For the people confused with how AI is used for fluid dynamics, you solve PDEs to know how your fluid behaves, and PINNs ( physics-informed neural network) can be used to solve these PDEs. They have limitations in their uses and have been only recently re-launched, but they have improvements compared to the usual solving approach.
No, PINNs are precisely what you do NOT want to use for this kind of thing, because you are trying to take shortcuts that mimic the physics without actually caring about it being physically accurate (as long as it looks nice).
Reading their approach, they are not actually using machine learning methods for solving fluid dynamics, but are using it for more efficient processing of boundary interactions.
That's what it looks like. Still impressive. Even though personally I think we've had realtime fluid sims in games before and they always fail to make a splash by not being tied to gameplay properly. I think CSGO2's way of handling fluids (or at least smoke) is the way forward. Make it more than damn flipbooks, integrate it into gameplay, the rest will take care of itself in time. It just needs a spark. CSGO2 may be that spark.
I think you are right in that it needs to be really tightly coupled to a gameplay mechanic, so much that it won't need to be a real simulation. The gameplay availabile through more realistic physics simulation has been relegated to novel indie games that can afford the gameplay challenges.
I think the main issue is structure and containment. AAA games don't avoid destruction, newtonian physics and fluid dynamics because it's computationally hard but because it probably doesn't benefit the more standard gameplay mechanics enough for all the issues it causes.
Just as an example, Red Faction came out in 2001 with full terrain destruction, but they had to preempt all the shortcuts people would take else you can just tunnel to the end of the level. Every time a GTA comes out the internet rumours say it'll have fully destructable buildings, but that will never happen as you would end up blowing up all the mission locations or breaking NPC pathfinding etc.
I thought the CSGO2 smoke grenades are really compelling, like you did. That said, I think CSGO2 isn't fluid simulation at all. It sort of seems like animated sprits but with the ability to have dynamic holes punched in it or to dissipate. So it is a game entity that reacts to the world, which is nice, but I think there isn't much in the way of real "fluid simulation" in it at game time.
It's more of a cellular automaton than anything else. Which is not a bad way of getting a deterministic fluid simulation, even if it is somewhat nonphysical.
I suspect they are running at 1/3 the resolution and upscaling maybe? So the simulation is 27x faster roughly but there is an upscaling cost that brings it down to 15x?
A fully AI-generated simulation doesn't seem to be very far off. However, there is the concept of Maya (and with some changes, the simulation hypothesis or the ideas of Donald Hoffman) that may already be true.
I mean Maya from Indian philosophy, which states that we live in an illusion that makes it difficult for us to recognize the true essence of the world and things.

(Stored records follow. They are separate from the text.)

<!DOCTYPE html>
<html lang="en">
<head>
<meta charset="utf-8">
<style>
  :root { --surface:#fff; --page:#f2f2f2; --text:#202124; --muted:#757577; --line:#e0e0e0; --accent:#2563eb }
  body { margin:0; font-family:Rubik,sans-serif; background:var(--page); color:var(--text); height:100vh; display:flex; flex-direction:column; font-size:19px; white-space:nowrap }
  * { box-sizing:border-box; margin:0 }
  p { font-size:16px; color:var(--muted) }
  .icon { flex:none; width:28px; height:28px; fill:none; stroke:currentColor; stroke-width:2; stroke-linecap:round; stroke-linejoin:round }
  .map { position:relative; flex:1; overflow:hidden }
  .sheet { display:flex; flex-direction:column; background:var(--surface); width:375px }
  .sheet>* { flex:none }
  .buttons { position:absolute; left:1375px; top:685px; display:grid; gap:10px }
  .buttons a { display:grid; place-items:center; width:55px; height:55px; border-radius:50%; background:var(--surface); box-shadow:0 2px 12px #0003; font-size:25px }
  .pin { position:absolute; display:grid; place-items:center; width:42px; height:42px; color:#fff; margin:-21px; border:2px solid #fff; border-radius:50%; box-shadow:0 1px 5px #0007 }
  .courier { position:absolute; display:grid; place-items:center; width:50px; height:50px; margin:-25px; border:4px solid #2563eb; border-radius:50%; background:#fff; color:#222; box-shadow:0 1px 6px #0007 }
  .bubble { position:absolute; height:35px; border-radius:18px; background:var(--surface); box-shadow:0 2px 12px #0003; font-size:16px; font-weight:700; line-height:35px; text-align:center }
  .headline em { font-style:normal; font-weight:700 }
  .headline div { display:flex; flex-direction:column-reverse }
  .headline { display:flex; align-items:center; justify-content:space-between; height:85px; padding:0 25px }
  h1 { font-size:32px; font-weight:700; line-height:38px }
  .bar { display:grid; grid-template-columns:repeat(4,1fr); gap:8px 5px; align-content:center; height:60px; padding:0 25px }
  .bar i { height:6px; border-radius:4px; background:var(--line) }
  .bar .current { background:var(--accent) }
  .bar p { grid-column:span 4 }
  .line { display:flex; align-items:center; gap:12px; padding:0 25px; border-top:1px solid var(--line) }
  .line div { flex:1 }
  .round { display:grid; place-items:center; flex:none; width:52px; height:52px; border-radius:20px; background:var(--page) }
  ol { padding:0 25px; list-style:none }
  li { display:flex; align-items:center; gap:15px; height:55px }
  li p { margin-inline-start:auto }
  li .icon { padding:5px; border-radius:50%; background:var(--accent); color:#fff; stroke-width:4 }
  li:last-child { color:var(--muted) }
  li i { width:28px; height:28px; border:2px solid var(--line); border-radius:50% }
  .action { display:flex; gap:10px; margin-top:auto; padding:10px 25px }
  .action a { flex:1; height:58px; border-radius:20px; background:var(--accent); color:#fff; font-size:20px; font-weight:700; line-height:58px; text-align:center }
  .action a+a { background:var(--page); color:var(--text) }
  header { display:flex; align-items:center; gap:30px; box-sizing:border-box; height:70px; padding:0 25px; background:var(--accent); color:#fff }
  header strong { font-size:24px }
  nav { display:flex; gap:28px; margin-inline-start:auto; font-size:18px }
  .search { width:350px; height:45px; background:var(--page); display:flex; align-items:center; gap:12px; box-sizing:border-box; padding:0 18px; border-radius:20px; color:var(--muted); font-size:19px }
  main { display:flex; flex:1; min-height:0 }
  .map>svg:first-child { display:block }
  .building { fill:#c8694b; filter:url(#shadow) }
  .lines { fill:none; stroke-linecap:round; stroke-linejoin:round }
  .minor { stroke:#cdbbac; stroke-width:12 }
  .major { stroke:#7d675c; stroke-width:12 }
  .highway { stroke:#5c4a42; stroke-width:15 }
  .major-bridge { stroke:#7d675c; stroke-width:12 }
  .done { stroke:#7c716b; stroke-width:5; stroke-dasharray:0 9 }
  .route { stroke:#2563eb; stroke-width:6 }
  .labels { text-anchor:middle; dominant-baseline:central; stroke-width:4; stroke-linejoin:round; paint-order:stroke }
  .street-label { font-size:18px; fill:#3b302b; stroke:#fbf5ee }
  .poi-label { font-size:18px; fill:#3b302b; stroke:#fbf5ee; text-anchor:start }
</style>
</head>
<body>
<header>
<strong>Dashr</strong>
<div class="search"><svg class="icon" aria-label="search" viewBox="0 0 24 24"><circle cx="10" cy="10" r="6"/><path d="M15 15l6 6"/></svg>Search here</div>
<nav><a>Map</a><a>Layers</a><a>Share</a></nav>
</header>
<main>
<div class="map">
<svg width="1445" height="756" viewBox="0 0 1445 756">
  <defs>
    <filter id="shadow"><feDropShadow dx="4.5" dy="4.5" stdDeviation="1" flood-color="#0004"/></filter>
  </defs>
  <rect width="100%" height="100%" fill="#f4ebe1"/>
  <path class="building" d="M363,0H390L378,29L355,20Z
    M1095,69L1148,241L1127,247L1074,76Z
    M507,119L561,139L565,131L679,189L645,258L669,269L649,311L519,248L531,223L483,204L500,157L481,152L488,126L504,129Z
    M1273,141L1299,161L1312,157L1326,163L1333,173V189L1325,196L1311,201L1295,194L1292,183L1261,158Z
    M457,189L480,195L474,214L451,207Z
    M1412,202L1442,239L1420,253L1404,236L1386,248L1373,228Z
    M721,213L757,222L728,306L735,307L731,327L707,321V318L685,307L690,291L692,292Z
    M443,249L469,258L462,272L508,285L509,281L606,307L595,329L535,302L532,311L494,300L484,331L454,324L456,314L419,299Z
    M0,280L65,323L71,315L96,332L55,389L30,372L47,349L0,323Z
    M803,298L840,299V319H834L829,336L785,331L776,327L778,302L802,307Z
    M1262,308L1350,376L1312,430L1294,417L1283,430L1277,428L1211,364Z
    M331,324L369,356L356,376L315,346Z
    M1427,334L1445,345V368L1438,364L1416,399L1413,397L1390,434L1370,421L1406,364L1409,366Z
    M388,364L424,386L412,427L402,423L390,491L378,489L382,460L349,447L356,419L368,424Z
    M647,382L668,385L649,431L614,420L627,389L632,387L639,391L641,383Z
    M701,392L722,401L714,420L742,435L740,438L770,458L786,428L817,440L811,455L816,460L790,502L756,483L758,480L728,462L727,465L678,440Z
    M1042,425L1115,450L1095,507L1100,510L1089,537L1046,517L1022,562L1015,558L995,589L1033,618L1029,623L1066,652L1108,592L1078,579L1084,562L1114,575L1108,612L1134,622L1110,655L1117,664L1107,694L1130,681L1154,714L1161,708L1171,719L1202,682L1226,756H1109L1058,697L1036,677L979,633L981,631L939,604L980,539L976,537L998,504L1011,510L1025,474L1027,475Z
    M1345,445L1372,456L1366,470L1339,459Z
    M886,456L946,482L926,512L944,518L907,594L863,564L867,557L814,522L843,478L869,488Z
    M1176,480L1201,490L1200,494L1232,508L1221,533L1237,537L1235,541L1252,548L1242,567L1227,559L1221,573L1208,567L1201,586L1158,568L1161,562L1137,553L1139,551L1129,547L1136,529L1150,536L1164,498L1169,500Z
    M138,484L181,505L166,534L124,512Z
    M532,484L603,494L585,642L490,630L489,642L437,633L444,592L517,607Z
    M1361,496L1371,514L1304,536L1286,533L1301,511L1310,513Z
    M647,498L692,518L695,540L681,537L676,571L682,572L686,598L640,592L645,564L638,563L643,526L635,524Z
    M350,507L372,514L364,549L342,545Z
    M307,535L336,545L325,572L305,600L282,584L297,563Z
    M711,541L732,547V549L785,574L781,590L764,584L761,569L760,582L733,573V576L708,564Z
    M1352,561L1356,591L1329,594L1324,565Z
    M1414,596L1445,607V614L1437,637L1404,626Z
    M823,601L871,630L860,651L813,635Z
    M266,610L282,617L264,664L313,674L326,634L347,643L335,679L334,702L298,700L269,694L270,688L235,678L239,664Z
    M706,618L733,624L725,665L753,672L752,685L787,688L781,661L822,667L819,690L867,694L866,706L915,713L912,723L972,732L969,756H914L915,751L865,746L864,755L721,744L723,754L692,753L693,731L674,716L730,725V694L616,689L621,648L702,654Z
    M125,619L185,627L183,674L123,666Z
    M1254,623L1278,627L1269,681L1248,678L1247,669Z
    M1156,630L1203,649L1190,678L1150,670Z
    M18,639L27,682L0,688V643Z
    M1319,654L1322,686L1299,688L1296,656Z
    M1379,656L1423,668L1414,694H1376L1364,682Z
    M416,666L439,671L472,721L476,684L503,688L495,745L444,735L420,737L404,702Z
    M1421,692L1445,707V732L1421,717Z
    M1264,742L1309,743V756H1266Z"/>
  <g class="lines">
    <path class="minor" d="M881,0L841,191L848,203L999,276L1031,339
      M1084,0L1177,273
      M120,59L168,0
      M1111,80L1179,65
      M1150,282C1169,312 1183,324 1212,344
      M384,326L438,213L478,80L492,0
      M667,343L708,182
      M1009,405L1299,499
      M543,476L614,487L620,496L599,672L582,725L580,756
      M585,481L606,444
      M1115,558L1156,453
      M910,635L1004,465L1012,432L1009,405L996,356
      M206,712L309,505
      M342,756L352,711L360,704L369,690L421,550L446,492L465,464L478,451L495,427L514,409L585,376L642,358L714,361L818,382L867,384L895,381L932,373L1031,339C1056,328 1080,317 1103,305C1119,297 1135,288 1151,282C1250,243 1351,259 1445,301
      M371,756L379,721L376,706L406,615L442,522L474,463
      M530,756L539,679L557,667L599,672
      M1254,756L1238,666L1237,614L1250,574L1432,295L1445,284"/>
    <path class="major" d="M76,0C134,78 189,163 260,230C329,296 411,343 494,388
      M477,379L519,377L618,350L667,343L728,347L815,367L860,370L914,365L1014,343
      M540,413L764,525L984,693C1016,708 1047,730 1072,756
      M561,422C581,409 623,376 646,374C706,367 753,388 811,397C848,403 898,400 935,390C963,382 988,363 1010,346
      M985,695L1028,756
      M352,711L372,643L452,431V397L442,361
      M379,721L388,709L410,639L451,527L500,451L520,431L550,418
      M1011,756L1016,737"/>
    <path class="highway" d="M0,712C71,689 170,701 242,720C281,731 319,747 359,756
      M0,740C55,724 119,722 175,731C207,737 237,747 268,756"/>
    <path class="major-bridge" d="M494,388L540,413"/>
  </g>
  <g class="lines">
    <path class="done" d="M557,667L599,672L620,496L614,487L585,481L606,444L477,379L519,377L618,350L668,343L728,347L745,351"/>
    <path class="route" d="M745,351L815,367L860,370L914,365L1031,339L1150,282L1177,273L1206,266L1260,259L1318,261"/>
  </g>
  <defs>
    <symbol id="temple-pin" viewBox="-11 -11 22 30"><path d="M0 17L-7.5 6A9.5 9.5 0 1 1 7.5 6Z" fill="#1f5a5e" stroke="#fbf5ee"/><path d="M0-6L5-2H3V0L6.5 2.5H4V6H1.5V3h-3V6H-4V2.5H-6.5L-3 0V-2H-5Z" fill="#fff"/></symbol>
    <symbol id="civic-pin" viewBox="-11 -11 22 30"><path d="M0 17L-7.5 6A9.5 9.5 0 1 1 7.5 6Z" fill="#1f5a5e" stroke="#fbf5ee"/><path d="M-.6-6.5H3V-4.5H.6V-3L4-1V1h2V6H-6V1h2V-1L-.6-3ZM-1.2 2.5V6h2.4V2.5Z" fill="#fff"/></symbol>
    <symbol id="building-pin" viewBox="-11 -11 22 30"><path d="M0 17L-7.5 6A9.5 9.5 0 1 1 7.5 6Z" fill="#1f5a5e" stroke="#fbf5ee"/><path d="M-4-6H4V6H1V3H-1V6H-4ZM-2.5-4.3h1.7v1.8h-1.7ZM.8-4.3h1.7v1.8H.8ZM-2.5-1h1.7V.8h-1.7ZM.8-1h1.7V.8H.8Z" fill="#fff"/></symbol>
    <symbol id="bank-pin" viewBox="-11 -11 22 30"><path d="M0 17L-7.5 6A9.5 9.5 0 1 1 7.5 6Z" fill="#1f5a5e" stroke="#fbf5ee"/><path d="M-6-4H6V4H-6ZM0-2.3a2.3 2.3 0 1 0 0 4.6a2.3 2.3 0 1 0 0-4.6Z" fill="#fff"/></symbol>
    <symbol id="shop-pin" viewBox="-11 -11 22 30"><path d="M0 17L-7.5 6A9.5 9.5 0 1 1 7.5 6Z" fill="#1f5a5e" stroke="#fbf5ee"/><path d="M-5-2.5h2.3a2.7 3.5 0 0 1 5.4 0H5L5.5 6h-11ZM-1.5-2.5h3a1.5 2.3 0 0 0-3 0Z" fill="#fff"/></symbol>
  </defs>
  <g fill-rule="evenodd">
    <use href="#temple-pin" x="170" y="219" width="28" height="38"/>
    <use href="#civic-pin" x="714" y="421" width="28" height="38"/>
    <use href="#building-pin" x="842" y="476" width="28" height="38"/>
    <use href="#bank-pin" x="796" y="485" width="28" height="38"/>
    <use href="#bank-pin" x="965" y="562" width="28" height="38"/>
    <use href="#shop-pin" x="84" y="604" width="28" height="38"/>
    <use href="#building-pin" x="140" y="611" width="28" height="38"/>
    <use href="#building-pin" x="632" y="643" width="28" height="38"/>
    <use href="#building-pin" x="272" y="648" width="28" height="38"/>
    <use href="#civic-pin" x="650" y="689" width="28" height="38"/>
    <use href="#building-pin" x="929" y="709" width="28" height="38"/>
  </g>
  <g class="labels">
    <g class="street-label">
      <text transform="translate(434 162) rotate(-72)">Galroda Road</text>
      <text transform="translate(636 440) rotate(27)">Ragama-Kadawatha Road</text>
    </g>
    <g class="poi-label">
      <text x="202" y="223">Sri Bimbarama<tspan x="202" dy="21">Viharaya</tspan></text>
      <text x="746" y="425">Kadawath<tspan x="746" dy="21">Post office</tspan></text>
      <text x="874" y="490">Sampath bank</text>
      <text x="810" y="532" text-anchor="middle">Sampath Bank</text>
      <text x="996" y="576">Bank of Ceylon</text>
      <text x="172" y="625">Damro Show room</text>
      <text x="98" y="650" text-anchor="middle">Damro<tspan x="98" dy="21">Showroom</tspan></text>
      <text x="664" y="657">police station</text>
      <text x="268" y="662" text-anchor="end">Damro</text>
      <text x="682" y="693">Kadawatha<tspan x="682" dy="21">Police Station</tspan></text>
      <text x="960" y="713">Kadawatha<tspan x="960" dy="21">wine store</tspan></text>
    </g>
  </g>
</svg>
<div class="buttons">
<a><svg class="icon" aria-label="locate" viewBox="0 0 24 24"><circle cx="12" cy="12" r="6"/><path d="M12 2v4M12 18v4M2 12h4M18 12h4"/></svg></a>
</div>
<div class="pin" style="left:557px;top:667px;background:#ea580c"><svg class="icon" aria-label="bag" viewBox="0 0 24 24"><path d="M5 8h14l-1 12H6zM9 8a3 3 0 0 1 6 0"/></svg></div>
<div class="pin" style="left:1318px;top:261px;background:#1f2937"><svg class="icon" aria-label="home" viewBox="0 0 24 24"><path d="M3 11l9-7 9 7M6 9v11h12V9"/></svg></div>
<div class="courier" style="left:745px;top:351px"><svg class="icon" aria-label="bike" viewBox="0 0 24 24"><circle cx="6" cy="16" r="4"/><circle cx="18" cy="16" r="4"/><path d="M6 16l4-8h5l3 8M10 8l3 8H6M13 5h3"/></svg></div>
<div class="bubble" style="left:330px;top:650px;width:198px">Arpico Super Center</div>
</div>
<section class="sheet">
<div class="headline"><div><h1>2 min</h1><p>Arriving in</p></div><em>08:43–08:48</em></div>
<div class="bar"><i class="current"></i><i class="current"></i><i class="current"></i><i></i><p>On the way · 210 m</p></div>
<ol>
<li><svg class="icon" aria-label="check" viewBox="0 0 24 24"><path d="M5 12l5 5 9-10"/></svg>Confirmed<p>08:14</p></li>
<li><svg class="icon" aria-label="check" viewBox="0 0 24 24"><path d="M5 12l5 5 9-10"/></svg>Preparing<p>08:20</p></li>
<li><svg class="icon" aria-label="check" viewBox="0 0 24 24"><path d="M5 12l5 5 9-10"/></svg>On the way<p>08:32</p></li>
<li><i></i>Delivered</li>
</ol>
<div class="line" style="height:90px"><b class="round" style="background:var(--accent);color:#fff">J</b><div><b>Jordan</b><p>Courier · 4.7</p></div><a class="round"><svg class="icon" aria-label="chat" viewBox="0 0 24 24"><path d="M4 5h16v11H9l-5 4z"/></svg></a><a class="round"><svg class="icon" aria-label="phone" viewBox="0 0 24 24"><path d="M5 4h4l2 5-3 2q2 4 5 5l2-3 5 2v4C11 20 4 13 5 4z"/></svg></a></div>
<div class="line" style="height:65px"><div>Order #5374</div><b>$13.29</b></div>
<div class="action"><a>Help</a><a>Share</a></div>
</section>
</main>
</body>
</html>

If I wanted to use AI to produce a scientific thermodynamic simulation (showing how heat/energy flows within a closed system) are there any good options for that? I saw some interesting biology and chemistry tools but not as much related to physics.
"perfectly correct" fluids are crazy computationally intensive. However if you can fake it with "close enough" fluids, they still look perfect, but take a fraction of the computation.
Don't use them for wave slam on a vessel, but they're brilliant for games.
Check out Navier Stokes and Partial Differential Equations.
Reading through some SIGGRAPH papers on fluid dynamics might be interesting.
The TLDR is that fluid dynamics can't be efficiently calculated exactly, and the computational complexity grows exponentially for linear improvements in fidelity.
AI simulations can generate natural seeming fluids in constant amounts of compute, by learning heuristics that look realistic but may not actually exactly match what you'd get from running a PDE solver.
In theory, they can (Universal approximation theorem
). But those spatio-temporal systems are highly complex and consist of a very big number of variables (curse of dimensionality). That's part of why weather forecasting is so hard.
So, to not have to use a gigantic neural network at the problem, you use some clever 'tricks', like dimensionality reduction and decomposing the problem. For example you can separate the spacial domain from the time domain and predict those with dedicated models, before joining the solutions again.
Is the number of variables really big or is it because no one ever tried large models with billions of parameters for this purpose (too expensive) like it was done with GPT?
The number is really big. GPT uses Transformers, which are kind of the successor to RNNs. Both are good at modelling sequences, like sentences or the temporal evolution of a dynamical system.
Lol, i guess we'll hear this allegation more often in the future.
I'm talking about 3 variables for the velocity and 1 variable for the pressure at every point in space(typically a cartesian grid in numerical fluid simulation) and every time step of the solution.
Somewhat related, I enjoyed this video where the producer tries to replicate a simulation where water solves a maze. He finds several things the simulation didn't account for. He doesn't appear to be a scientist, so YMMV, but interesting to see the experiment done in a large scale.